Stored entries
==================================================

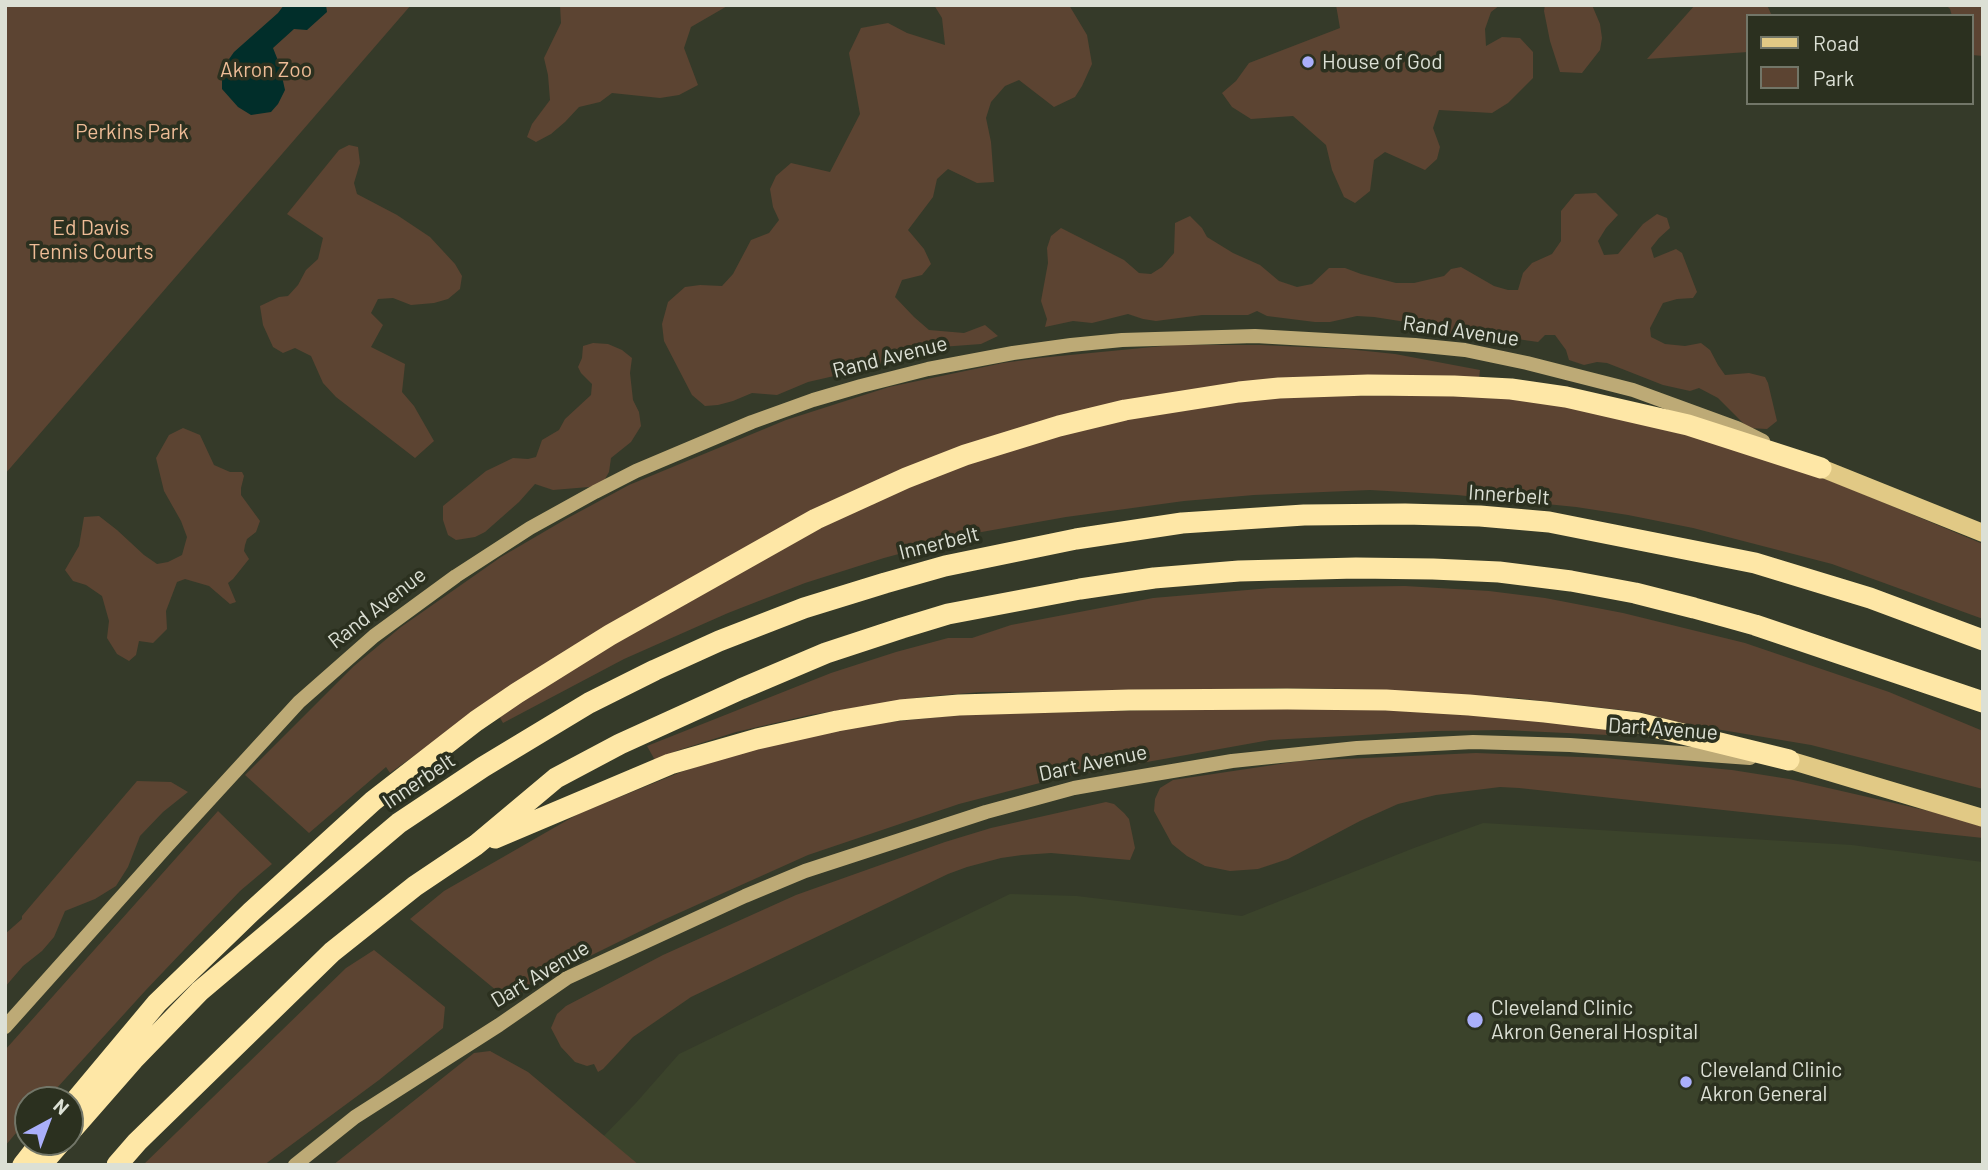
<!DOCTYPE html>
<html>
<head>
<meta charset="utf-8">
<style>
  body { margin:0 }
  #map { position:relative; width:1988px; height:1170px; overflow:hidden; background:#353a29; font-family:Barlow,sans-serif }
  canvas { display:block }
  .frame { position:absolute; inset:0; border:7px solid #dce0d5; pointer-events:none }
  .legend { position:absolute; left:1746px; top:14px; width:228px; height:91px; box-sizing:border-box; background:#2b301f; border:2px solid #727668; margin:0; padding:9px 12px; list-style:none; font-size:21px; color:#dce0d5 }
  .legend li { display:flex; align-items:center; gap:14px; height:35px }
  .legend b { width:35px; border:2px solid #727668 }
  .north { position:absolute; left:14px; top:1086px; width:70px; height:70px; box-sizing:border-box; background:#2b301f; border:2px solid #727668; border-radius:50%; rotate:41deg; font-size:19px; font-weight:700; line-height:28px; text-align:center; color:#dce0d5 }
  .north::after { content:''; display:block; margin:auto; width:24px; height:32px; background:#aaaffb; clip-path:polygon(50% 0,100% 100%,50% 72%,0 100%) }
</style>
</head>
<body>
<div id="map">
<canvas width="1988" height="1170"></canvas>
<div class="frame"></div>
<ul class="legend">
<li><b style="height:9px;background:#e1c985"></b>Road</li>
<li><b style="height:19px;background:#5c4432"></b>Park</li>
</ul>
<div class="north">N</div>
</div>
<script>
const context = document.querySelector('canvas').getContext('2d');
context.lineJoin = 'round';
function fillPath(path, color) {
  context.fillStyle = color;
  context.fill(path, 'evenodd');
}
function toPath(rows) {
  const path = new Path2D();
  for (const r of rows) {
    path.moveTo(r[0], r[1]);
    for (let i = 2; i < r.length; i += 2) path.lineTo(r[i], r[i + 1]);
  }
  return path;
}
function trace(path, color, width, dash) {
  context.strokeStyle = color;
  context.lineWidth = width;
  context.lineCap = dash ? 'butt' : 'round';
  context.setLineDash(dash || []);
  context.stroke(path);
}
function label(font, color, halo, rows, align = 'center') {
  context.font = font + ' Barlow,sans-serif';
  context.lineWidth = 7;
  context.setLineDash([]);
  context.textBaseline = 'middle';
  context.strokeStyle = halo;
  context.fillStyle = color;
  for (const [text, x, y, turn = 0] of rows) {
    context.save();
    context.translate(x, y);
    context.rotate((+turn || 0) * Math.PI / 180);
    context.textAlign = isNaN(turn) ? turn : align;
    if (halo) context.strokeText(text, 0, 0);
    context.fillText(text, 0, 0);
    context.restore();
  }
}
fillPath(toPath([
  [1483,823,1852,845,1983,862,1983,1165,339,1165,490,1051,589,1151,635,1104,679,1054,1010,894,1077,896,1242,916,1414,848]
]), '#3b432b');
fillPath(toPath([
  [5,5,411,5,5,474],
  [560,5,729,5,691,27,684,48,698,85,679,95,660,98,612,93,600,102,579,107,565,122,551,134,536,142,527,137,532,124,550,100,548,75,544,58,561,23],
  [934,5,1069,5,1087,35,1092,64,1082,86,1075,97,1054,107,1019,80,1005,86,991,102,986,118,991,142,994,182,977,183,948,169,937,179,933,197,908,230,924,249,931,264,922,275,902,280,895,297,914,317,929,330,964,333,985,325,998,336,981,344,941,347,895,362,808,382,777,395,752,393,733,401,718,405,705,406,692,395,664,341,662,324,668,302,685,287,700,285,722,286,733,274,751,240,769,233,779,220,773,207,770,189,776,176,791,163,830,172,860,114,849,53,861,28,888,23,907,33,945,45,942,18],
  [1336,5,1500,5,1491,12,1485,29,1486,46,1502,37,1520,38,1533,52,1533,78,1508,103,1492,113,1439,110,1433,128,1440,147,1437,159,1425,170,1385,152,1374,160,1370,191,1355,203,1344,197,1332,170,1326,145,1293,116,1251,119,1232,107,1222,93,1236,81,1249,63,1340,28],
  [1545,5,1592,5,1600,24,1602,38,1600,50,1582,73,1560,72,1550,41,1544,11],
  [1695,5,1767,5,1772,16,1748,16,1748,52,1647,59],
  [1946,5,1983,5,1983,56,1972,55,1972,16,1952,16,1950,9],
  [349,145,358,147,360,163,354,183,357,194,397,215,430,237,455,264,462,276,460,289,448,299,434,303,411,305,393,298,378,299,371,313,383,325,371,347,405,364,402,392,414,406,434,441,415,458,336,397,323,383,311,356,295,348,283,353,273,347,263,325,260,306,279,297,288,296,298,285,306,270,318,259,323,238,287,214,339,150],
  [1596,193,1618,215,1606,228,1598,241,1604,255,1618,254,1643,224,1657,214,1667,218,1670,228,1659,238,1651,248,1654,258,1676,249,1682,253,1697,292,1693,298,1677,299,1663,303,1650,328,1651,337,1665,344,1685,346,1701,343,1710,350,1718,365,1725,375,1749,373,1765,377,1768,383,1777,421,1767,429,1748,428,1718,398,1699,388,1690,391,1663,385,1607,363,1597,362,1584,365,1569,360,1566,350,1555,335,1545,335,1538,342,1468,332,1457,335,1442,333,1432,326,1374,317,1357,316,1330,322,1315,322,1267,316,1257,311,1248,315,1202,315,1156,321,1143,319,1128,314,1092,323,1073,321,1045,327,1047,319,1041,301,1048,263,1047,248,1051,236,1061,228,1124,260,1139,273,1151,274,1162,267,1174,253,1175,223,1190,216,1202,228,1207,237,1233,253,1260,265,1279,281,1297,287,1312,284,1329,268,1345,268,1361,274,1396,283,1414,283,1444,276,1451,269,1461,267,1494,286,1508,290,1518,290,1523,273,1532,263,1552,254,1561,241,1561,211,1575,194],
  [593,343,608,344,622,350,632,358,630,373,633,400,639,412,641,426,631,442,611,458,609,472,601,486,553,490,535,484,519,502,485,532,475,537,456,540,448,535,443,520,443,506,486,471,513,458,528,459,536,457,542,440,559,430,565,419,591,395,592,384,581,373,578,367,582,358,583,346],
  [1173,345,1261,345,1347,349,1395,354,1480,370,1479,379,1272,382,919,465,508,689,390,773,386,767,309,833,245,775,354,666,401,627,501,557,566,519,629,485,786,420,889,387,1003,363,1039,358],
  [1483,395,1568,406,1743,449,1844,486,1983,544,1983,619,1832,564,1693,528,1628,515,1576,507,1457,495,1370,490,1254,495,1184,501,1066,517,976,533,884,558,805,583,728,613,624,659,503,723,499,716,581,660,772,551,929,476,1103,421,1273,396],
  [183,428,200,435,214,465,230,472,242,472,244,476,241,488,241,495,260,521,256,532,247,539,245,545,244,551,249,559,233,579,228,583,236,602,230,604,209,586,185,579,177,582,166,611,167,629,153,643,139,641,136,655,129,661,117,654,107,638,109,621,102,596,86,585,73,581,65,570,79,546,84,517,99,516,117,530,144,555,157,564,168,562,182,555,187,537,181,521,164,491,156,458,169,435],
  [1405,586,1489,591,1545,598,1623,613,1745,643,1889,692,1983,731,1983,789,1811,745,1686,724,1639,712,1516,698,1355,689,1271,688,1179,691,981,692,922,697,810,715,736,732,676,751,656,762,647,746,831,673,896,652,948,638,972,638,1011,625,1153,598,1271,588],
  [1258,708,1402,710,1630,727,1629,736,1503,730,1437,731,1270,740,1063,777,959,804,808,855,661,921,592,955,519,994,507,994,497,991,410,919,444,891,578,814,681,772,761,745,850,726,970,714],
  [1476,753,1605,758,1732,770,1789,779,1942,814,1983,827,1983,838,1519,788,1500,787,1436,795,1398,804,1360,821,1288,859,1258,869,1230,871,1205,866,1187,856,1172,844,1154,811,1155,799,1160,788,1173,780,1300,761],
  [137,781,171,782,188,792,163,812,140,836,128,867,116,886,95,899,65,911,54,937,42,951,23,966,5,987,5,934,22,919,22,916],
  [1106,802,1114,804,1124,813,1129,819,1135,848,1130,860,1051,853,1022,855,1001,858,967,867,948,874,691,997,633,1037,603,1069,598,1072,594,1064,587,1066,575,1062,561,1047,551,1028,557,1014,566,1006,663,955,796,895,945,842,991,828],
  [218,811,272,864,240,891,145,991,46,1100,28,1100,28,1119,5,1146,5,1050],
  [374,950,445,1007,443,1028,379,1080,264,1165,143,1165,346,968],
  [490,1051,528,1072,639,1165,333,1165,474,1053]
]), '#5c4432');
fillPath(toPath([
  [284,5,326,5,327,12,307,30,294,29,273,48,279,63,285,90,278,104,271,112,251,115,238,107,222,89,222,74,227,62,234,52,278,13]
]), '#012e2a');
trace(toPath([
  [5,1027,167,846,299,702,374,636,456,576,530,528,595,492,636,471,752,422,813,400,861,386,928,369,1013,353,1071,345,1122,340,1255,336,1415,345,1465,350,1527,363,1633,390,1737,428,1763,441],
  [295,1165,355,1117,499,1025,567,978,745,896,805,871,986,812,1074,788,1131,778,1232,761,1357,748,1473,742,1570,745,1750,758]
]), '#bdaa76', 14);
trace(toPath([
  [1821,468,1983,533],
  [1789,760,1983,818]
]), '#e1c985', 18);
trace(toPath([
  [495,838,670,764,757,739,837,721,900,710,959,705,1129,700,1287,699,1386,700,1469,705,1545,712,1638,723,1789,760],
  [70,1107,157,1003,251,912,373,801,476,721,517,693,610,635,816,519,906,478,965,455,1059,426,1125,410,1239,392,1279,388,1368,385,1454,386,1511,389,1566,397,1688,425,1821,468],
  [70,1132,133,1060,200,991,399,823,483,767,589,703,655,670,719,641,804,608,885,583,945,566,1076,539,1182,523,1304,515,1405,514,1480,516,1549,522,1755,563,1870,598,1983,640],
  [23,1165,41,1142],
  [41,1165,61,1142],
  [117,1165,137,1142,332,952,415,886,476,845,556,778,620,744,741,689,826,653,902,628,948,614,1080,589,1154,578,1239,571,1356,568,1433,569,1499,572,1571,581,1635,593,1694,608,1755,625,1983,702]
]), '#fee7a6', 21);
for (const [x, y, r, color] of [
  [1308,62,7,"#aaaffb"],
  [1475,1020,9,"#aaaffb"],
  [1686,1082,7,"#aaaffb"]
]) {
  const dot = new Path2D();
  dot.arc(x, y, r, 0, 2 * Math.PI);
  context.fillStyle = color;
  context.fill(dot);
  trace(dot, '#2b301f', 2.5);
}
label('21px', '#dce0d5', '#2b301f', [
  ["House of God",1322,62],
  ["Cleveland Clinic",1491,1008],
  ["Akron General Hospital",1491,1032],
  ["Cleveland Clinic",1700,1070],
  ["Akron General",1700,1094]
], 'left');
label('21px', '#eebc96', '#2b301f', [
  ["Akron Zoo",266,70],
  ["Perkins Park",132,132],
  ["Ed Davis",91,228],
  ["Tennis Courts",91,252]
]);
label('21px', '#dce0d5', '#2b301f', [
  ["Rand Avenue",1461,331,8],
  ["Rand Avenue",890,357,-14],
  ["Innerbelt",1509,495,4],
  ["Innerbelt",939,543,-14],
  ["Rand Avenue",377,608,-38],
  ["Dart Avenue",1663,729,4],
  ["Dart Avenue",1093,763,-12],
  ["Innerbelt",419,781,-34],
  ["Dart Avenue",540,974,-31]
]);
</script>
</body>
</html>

==================================================

§ **YOUR GOAL**:
Search the entries for "strokeStyle" and copy out each line that has it.

§ **YOUR SOLUTION**:
  context.strokeStyle = color;
  context.strokeStyle = halo;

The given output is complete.